■ **Your goal**
Only a number is expected: how many lines in these records mention the word "linejoin"?

[Saved data entries]
——
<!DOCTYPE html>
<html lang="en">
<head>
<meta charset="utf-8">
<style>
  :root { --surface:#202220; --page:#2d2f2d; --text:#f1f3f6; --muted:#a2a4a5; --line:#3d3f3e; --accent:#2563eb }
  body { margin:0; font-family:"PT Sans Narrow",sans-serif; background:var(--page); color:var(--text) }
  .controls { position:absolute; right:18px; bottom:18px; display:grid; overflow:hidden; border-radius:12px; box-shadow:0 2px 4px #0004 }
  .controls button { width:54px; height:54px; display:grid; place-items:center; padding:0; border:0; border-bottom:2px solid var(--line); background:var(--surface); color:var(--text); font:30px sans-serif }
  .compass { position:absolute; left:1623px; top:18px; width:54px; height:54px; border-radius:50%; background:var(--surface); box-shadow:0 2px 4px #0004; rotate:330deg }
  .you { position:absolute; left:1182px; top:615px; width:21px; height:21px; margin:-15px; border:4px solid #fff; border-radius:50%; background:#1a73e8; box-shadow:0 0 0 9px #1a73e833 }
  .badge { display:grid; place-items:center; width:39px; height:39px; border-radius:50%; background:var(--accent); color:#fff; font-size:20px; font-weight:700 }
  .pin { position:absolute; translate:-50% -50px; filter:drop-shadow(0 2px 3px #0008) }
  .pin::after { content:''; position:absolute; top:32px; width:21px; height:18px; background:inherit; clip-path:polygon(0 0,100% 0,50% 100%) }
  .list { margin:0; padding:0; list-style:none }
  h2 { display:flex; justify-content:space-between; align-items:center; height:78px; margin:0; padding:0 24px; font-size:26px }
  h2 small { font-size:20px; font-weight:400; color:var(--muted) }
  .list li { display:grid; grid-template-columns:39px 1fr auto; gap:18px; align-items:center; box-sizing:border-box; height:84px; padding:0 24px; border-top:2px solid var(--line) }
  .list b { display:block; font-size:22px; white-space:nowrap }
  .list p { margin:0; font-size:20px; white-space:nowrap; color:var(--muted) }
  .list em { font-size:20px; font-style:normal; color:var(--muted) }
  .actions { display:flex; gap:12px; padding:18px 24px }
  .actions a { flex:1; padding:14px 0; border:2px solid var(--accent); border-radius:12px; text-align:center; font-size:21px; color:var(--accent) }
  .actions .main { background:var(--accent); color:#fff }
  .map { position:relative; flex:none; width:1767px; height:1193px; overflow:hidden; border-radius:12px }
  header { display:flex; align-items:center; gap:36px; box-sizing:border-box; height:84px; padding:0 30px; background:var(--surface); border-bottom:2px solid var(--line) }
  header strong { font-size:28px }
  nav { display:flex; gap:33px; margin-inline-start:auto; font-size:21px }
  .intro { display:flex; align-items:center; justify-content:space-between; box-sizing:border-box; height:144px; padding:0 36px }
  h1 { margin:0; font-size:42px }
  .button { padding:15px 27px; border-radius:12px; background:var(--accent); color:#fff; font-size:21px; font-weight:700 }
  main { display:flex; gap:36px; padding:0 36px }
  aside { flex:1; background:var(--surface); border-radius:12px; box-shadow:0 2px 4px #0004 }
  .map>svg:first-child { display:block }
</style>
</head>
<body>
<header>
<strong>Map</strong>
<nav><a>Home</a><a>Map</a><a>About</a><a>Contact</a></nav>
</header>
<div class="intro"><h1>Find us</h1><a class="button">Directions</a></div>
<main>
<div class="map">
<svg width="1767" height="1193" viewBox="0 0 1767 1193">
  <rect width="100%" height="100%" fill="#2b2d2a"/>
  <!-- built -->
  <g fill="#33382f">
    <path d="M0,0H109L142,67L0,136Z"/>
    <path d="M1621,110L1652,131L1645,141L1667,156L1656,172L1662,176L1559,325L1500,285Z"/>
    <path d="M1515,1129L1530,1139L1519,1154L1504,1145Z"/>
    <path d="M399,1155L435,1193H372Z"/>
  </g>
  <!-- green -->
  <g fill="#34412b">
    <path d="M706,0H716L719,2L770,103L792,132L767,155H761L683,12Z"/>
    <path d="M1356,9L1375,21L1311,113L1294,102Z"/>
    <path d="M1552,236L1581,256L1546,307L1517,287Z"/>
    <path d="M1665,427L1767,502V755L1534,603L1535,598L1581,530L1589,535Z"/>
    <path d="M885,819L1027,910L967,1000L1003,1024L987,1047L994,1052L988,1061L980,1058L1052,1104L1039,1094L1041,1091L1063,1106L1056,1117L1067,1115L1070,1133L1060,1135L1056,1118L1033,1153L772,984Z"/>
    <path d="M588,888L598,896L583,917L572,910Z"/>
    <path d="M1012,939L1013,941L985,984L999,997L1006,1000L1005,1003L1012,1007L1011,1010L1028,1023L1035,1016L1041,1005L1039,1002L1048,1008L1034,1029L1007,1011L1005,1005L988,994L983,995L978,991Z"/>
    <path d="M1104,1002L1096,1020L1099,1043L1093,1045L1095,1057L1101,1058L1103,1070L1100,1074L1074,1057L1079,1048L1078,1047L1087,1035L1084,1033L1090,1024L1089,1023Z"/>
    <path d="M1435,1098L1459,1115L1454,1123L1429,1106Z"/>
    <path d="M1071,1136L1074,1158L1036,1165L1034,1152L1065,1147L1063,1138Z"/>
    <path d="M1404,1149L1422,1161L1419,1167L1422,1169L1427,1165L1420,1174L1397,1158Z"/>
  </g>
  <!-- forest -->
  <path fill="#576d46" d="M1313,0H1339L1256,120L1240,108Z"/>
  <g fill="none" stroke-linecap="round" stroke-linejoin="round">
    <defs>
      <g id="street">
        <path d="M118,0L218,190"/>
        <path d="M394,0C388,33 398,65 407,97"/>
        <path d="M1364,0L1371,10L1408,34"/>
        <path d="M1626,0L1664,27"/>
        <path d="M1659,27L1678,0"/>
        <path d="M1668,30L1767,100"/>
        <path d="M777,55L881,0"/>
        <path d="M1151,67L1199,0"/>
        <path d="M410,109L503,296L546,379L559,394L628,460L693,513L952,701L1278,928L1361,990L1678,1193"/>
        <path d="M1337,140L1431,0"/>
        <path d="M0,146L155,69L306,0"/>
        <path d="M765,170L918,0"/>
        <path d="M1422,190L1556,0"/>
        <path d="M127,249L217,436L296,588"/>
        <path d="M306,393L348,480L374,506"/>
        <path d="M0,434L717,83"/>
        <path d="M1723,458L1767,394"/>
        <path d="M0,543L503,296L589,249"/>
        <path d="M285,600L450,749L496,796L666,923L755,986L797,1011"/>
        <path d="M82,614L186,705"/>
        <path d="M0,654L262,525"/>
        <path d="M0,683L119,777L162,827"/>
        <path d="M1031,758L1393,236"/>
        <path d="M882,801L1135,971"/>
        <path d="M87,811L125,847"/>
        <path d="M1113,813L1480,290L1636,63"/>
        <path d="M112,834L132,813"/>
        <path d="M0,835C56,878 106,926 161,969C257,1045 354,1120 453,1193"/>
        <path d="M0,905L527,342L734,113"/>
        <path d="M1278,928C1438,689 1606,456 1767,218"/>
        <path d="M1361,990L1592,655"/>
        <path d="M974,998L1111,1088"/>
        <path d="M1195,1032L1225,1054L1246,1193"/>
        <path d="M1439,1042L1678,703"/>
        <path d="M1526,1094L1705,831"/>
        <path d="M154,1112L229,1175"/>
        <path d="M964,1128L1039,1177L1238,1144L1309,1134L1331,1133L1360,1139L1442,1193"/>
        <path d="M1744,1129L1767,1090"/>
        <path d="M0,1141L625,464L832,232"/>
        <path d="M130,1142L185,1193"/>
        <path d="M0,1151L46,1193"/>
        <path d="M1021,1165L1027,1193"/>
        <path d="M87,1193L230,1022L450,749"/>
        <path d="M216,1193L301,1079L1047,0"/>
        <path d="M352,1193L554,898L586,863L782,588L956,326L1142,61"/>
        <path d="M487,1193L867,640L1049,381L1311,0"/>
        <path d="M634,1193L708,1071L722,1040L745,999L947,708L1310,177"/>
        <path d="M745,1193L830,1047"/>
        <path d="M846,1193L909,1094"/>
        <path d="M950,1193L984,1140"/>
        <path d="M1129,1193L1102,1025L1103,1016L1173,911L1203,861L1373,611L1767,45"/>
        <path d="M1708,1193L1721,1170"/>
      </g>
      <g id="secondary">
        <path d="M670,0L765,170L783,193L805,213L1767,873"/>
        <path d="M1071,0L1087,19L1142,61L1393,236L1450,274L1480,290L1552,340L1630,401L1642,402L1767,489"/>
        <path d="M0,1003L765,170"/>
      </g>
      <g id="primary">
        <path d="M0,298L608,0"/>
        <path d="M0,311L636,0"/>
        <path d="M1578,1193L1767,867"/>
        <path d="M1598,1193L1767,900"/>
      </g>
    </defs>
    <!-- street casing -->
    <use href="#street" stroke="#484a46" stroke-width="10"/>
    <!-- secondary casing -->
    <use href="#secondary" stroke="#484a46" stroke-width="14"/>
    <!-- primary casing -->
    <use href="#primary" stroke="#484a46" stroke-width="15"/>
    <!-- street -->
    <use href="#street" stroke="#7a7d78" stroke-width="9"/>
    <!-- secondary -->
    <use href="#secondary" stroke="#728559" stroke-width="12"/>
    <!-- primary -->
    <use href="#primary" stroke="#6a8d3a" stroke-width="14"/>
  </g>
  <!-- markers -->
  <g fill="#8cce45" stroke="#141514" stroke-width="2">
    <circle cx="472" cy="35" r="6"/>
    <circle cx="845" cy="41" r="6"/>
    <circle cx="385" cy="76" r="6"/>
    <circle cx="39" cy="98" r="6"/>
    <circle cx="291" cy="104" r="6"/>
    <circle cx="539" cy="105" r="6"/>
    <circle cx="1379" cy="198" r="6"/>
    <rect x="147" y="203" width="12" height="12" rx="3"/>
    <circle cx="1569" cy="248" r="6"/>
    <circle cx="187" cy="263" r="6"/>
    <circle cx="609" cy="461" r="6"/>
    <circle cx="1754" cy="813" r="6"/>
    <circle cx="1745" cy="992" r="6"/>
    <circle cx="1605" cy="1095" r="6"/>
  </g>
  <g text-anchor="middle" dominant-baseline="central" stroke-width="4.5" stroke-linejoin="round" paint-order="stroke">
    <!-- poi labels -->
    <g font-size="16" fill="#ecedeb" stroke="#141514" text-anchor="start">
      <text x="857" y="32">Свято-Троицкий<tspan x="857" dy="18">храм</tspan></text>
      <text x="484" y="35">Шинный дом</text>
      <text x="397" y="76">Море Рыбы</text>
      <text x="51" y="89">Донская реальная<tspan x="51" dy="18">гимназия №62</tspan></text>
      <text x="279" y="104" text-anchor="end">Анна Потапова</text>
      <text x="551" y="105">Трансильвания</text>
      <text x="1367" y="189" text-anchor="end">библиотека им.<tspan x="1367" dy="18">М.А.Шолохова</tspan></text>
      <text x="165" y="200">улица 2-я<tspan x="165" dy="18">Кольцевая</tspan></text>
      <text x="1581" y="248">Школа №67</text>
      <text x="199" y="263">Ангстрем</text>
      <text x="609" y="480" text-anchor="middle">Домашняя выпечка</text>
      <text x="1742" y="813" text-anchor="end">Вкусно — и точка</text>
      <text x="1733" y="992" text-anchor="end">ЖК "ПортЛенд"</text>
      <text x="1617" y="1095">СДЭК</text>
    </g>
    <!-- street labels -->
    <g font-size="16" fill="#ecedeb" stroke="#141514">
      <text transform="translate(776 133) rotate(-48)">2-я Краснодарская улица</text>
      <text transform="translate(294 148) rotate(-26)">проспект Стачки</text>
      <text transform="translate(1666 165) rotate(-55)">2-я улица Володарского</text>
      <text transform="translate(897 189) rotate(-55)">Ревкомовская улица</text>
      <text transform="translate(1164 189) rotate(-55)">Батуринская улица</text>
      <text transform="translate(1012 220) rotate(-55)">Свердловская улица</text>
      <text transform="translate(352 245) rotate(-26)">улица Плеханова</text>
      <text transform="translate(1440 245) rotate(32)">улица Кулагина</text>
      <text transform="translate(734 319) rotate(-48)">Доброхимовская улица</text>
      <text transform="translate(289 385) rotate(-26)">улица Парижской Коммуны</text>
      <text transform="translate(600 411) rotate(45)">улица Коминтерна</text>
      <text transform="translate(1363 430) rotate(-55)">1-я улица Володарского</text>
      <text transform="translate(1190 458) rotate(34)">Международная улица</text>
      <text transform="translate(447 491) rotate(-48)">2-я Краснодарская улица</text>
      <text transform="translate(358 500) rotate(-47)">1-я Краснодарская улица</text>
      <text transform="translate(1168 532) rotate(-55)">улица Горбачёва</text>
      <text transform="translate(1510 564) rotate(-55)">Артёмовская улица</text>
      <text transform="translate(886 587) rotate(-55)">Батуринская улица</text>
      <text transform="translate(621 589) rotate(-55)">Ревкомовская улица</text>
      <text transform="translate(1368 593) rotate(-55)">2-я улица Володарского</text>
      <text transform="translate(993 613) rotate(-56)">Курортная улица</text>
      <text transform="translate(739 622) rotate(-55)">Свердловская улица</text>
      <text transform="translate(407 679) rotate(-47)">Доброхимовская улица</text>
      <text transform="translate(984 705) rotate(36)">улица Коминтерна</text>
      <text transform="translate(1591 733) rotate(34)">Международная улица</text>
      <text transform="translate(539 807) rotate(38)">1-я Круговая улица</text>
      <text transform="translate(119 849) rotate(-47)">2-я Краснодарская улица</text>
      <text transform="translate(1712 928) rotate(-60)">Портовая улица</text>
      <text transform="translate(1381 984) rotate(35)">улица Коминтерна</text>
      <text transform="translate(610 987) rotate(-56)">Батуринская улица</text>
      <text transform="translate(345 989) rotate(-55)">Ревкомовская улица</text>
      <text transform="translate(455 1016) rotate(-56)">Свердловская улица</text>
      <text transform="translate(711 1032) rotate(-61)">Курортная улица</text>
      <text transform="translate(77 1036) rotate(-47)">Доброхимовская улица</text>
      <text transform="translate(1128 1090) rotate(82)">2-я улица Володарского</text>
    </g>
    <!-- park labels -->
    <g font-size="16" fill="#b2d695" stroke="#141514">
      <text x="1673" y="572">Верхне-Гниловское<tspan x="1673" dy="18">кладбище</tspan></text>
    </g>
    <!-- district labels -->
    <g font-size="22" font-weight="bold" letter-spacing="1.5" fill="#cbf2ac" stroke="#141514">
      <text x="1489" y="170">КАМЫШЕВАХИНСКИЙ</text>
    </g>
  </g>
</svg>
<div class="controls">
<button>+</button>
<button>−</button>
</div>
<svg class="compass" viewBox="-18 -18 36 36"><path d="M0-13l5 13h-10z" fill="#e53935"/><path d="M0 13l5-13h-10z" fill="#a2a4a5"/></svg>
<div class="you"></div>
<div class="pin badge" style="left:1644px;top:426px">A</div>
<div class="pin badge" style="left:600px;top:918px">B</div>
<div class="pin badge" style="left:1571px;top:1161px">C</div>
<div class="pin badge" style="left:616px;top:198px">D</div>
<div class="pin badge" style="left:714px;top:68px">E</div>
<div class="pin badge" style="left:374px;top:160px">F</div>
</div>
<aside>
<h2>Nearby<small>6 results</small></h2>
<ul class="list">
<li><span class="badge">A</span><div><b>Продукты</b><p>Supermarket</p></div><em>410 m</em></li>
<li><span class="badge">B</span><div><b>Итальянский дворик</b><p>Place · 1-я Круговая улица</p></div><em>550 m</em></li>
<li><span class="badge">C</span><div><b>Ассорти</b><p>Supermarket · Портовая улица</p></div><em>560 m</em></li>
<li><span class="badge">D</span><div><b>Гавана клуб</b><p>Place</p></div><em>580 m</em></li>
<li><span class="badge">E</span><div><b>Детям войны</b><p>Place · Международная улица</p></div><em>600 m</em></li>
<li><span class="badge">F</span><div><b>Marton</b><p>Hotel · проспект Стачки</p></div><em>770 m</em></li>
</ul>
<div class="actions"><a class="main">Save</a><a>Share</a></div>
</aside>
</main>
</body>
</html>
——
■ **Response below**
2